(Data excerpts)

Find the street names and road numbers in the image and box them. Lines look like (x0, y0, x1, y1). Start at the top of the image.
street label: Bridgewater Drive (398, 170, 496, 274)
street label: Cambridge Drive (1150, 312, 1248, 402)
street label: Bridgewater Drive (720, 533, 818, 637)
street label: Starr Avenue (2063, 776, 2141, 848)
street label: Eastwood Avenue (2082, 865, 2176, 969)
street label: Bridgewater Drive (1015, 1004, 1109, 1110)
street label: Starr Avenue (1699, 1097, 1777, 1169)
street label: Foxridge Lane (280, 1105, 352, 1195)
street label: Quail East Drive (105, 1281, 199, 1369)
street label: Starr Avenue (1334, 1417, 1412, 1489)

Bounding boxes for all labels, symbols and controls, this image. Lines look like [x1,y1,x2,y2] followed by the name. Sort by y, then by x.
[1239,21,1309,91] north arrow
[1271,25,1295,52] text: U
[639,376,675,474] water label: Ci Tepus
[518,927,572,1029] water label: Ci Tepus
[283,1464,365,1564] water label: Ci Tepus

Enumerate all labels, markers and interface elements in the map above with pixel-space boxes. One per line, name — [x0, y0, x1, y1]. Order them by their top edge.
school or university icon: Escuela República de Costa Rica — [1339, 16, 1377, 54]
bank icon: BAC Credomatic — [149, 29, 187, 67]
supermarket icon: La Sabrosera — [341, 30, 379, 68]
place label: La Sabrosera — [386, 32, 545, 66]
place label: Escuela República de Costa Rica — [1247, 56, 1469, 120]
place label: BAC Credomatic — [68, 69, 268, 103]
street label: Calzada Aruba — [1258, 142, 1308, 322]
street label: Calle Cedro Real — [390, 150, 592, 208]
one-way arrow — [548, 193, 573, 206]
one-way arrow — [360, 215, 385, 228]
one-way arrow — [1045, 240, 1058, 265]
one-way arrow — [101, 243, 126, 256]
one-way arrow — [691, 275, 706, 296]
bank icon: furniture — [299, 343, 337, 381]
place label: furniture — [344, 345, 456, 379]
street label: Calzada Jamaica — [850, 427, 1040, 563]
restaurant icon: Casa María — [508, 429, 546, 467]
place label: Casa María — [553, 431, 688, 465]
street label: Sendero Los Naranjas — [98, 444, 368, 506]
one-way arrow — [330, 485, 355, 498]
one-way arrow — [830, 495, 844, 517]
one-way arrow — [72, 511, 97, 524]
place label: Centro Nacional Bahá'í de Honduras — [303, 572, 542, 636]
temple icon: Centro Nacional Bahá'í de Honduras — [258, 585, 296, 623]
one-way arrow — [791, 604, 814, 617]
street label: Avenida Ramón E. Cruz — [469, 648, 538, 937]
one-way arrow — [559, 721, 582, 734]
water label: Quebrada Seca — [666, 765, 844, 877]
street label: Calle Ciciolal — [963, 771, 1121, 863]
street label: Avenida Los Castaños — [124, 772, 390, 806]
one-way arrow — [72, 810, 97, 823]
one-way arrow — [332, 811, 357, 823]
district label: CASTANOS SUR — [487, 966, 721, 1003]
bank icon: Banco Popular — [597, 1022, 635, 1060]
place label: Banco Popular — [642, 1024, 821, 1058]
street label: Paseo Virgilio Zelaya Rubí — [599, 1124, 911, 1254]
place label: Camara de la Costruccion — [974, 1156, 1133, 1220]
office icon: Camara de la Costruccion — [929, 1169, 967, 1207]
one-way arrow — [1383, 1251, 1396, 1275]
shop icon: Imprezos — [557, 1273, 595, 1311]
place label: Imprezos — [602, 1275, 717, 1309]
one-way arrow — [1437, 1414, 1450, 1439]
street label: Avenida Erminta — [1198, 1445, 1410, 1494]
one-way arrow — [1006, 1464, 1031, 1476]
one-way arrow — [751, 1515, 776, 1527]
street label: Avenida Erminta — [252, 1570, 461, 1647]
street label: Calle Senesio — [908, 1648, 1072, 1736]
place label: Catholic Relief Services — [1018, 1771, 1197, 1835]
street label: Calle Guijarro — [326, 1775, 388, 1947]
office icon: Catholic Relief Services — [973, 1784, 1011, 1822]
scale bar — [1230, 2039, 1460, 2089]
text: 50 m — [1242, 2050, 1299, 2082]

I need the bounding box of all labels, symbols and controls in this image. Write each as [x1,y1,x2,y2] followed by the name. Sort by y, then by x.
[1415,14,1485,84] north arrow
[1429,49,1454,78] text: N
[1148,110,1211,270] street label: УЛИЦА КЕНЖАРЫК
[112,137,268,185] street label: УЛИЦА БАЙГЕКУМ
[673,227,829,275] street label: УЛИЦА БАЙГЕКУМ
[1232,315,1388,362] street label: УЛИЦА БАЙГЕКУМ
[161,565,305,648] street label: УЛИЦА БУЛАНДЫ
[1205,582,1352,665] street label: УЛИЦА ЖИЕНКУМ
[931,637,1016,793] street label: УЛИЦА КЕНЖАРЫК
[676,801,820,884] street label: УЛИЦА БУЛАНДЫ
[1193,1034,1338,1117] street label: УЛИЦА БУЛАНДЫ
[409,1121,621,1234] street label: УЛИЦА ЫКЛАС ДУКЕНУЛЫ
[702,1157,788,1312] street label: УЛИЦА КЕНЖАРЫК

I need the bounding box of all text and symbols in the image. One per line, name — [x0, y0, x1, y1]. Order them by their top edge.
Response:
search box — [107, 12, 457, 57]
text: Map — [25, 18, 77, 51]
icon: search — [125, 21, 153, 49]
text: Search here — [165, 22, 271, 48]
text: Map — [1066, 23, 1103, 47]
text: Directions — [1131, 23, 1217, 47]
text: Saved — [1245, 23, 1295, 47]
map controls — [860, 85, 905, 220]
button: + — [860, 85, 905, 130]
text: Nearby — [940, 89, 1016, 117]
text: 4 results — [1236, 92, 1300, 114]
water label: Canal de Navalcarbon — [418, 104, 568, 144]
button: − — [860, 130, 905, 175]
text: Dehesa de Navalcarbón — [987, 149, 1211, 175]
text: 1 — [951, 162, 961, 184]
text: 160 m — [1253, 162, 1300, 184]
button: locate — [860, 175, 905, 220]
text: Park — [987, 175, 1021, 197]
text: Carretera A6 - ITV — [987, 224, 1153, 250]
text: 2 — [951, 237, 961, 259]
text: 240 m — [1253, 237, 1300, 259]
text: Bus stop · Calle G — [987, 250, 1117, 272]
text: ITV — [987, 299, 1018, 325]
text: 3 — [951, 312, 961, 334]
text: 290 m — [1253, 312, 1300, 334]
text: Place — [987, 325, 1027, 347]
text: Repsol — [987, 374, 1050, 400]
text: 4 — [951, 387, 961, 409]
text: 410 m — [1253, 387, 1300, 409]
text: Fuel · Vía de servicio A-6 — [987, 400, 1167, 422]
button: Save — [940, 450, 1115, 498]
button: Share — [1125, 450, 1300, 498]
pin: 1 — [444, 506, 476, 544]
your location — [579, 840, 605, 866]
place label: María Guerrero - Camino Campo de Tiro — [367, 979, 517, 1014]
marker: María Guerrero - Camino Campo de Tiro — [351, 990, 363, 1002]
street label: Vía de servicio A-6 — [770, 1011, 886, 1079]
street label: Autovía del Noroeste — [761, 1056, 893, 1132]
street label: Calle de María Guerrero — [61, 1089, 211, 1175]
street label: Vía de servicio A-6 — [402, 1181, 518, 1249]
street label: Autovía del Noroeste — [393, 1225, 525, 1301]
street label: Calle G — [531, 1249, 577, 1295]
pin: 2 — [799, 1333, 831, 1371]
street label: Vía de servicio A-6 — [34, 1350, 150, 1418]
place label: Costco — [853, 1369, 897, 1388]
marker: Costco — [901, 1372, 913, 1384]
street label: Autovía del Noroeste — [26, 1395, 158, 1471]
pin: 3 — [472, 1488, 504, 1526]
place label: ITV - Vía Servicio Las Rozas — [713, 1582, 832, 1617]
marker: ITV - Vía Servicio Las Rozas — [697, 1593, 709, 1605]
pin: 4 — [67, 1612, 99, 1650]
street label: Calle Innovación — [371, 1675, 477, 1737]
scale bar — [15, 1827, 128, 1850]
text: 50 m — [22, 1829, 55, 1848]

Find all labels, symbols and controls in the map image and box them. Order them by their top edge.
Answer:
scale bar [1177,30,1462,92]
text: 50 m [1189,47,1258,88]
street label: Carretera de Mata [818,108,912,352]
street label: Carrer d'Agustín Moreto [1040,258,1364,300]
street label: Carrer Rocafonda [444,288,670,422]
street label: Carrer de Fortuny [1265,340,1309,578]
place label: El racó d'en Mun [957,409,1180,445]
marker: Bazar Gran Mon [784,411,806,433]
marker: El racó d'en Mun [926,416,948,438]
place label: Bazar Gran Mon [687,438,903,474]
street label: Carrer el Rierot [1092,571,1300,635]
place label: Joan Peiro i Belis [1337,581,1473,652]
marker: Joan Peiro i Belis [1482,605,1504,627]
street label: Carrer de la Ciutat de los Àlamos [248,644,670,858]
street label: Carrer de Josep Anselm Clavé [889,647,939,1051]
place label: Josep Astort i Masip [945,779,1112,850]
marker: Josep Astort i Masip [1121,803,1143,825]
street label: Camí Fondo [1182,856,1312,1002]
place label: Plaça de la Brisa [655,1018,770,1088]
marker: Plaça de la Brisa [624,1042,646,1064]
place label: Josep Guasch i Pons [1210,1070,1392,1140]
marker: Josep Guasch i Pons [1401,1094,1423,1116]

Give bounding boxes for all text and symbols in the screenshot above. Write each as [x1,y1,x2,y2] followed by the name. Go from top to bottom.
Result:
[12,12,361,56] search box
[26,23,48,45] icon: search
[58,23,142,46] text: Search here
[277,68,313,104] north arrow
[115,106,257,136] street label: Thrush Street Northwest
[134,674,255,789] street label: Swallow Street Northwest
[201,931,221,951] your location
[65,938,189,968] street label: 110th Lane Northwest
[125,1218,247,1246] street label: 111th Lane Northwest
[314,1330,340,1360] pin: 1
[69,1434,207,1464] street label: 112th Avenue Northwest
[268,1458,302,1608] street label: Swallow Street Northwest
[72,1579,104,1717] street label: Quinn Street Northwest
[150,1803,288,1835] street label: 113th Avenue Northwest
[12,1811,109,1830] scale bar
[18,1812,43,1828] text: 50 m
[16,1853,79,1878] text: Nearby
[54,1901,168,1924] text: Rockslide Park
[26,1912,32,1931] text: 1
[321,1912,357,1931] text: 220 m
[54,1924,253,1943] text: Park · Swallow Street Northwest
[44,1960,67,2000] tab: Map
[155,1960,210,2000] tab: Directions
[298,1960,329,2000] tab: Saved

▶ [ABOUT THIS TASK]: Search the records above for the string "Write". Copy every line that contains it.

▶ [TASK SOLUTION]:
I need the bounding box of all labels, symbols and controls in this image. Write each as [x1,y1,x2,y2] followed by the name. Sort by y, then by x.
Give bounding boxes for all text and symbols in the screenshot above. Write each as [x1,y1,x2,y2] followed by the name. Go from top to bottom.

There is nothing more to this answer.